The utility ship of tomorrow is a robot that will follow the laws of the sea, autonomously plot its own path, and take on a range of payloads to serve the Navy over the course of its life.
As reported by Inside Defense last week, the US Navy’s new Medium Unmanned Surface Vessel (MUSV) will “feature a broad payload area where the Navy can ‘pick and choose’ the platform’s capabilities.”
Another way to look at this tidbit is that the Navy wants a new kind of robotic boat, knows the rough size of the vessel it wants, and does not yet know exactly how that robot will be used for war. Designing a boat that can take on a range of payloads, and as such perform a wide range of missions, lets the Navy figure out how to best incorporate robotic boats into normal operations first, and then fine-tune how it wants to use those machines in the future.
The MUSV is part of an ongoing program to deliver a range of robotic vehicles for the Navy. It is being built by defense giant L3Harris, and what is most immediately notable about the ship are all the features it will not have.
“One of the most common requests we used to see was for a bridge—I need a bridge on my ship,” Regan Campbell, the General Manager of Autonomous and Advanced Naval Platforms at L3 Harris, told the Tech Unmanned podcast in December 2021.
It’s not hard to understand how human captains started imagining robotic ships as merely automated versions of existing vessels. The bridge is a central node for face-to-face communication between the people managing important ship functions, like steering, mission, and smooth operations. But that is wholly unnecessary on a robotic boat, where those tasks are handled algorithmically or, if the boat needs human involvement, people on land or another vessel can handle it.

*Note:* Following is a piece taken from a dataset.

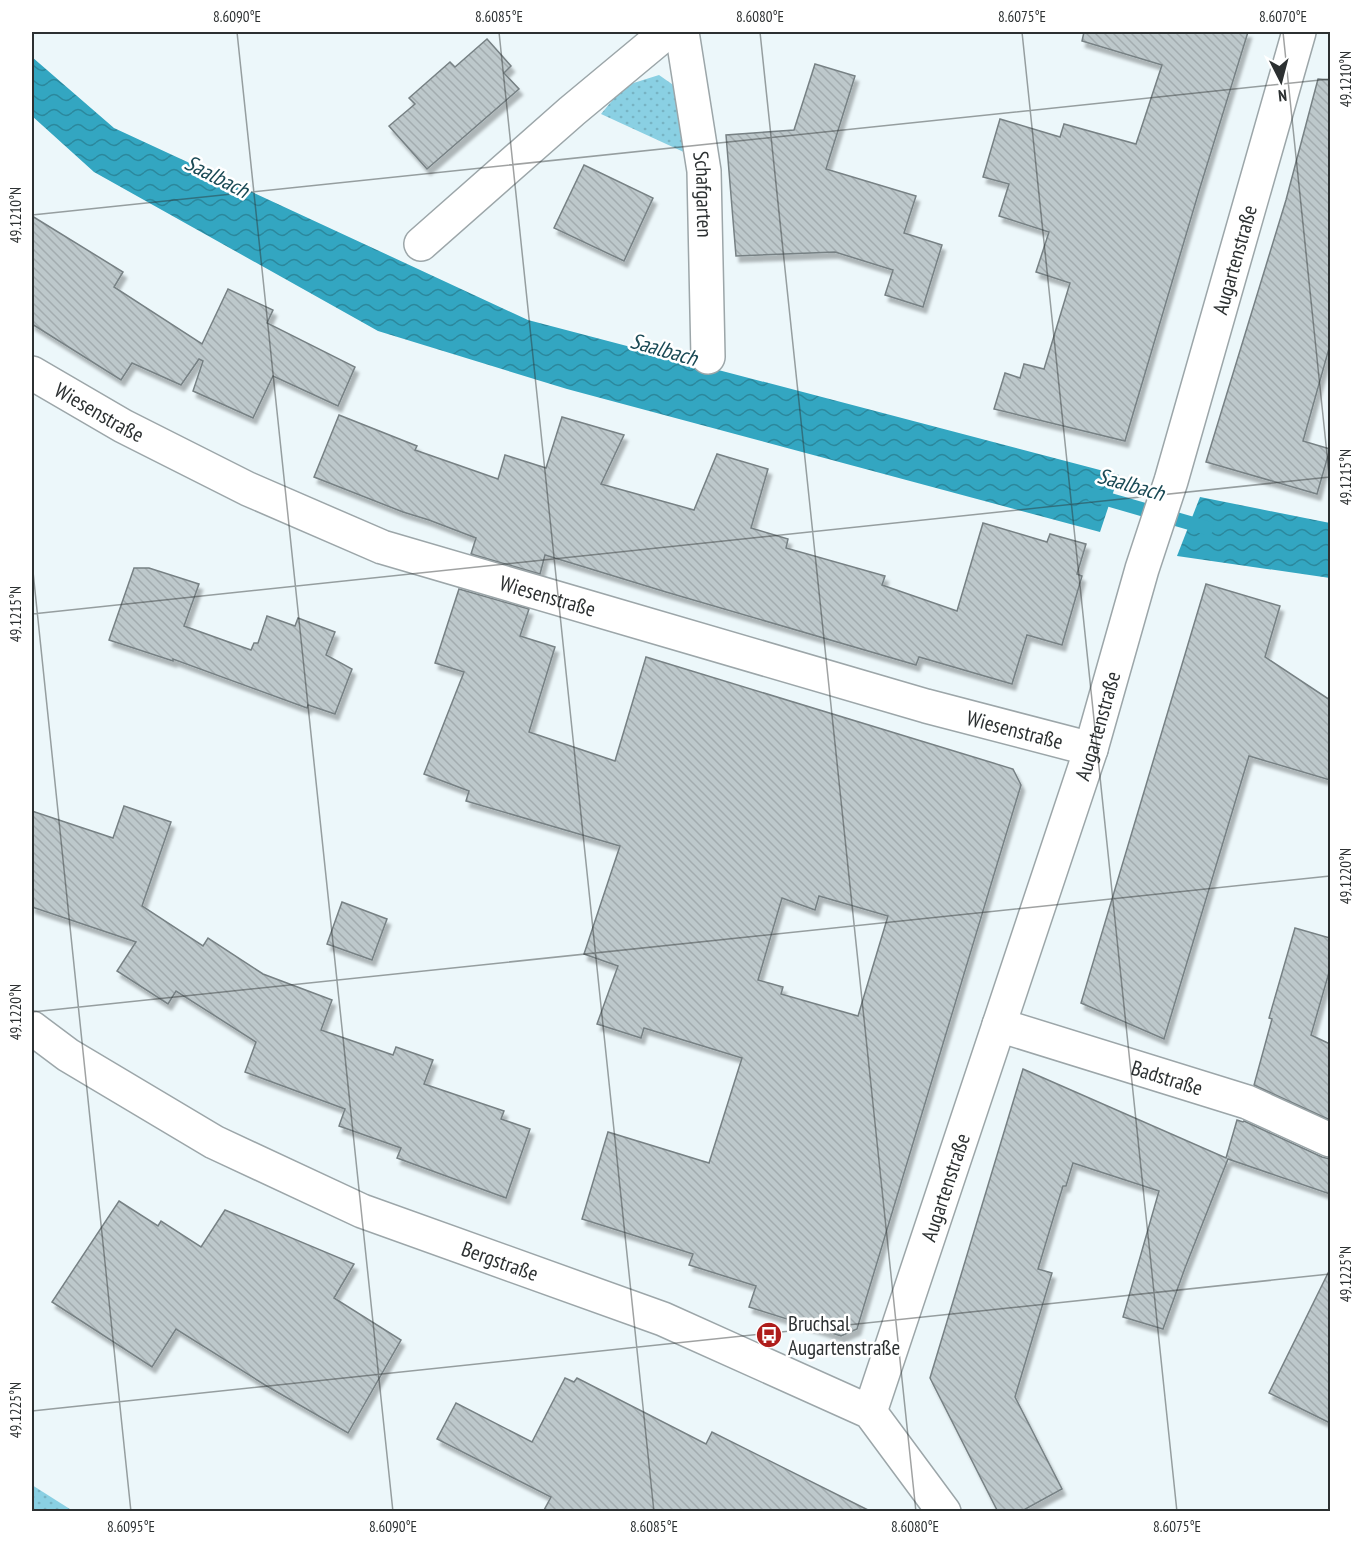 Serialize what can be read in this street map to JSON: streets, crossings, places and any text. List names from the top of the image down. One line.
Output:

[Related: The US Navy is testing autonomous seafaring robots that patrol the ocean]
Designing a ship without a bridge is only the first part of making a vessel autonomous from the start. Human crews require spaces to eat, sleep, and take care of other biological functions. A robotic vessel has no need for any of that, and can instead devote its space to fuel, sensors, redundant safety systems, and whatever else its operation may require.
Without a human crew on board, the MUSV will instead need automated systems to sustain it for missions lasting between 30 and 45 days, or possibly longer. Redundant safety systems, as well as sensors to detect damage and initiate repair, will be essential in ensuring the long-term viability of a robot without human tenders on board doing routine maintenance.
[Related: The US Navy launched a missile from a ghost ship. Wait, what?]
“Medium” is a relative term, and the Navy’s definition for the vehicle is between 45 to 190 feet long. That size range encompasses the size of existing patrol boats, or smaller vessels used by navies and coast guards to operate in rivers, harbors, and along coasts. Sea Hunter, the autonomous boat originally developed for a DARPA project, is 132 feet long.
The Sea Hunter had a displacement of 140 tons, which is on the lower end of what can be expected for the MUSV. The Navy requirements could see vessels as massive as 500 tons in displacement. That mass of ship will be taken up by a variable range of tools for missions, from scouting to jamming enemy signals to transportation, at least at the start. The ability to select configurations of sensors and other tools could let the MUSV be a flexible part of Navy operations.
L3Harris started building the prototype in 2021. Once it is completed and in the water, it will have a mundane hurdle to overcome: understanding and operating within the laws of the sea. The goal for maritime autonomy, said Campbell, is for the robotic vessels to “understand the environment around them and function effectively and predictably in that environment.”
[Related: The Navy’s next-gen destroyer concept involves powerful lasers]
That means following the collision regulations, or the international rules that sailors all follow to prevent crashes at sea.
This work will build to a future where robot vessels “behave more predictably to a human and other maritime traffic that’s out there,” said Campbell. If the MUSV can navigate like a human, and follow the same rules, it can fit into existing sea traffic, ideally without behaving erratically or endangering other vessels.
With luck, that means a useful robotic ship that can be on patrol for weeks at a time, without an onboard human crew or remote control. If it behaves normally, it can blend in with other traffic, right until sailors on another ship realize the robot is navigating without a bridge.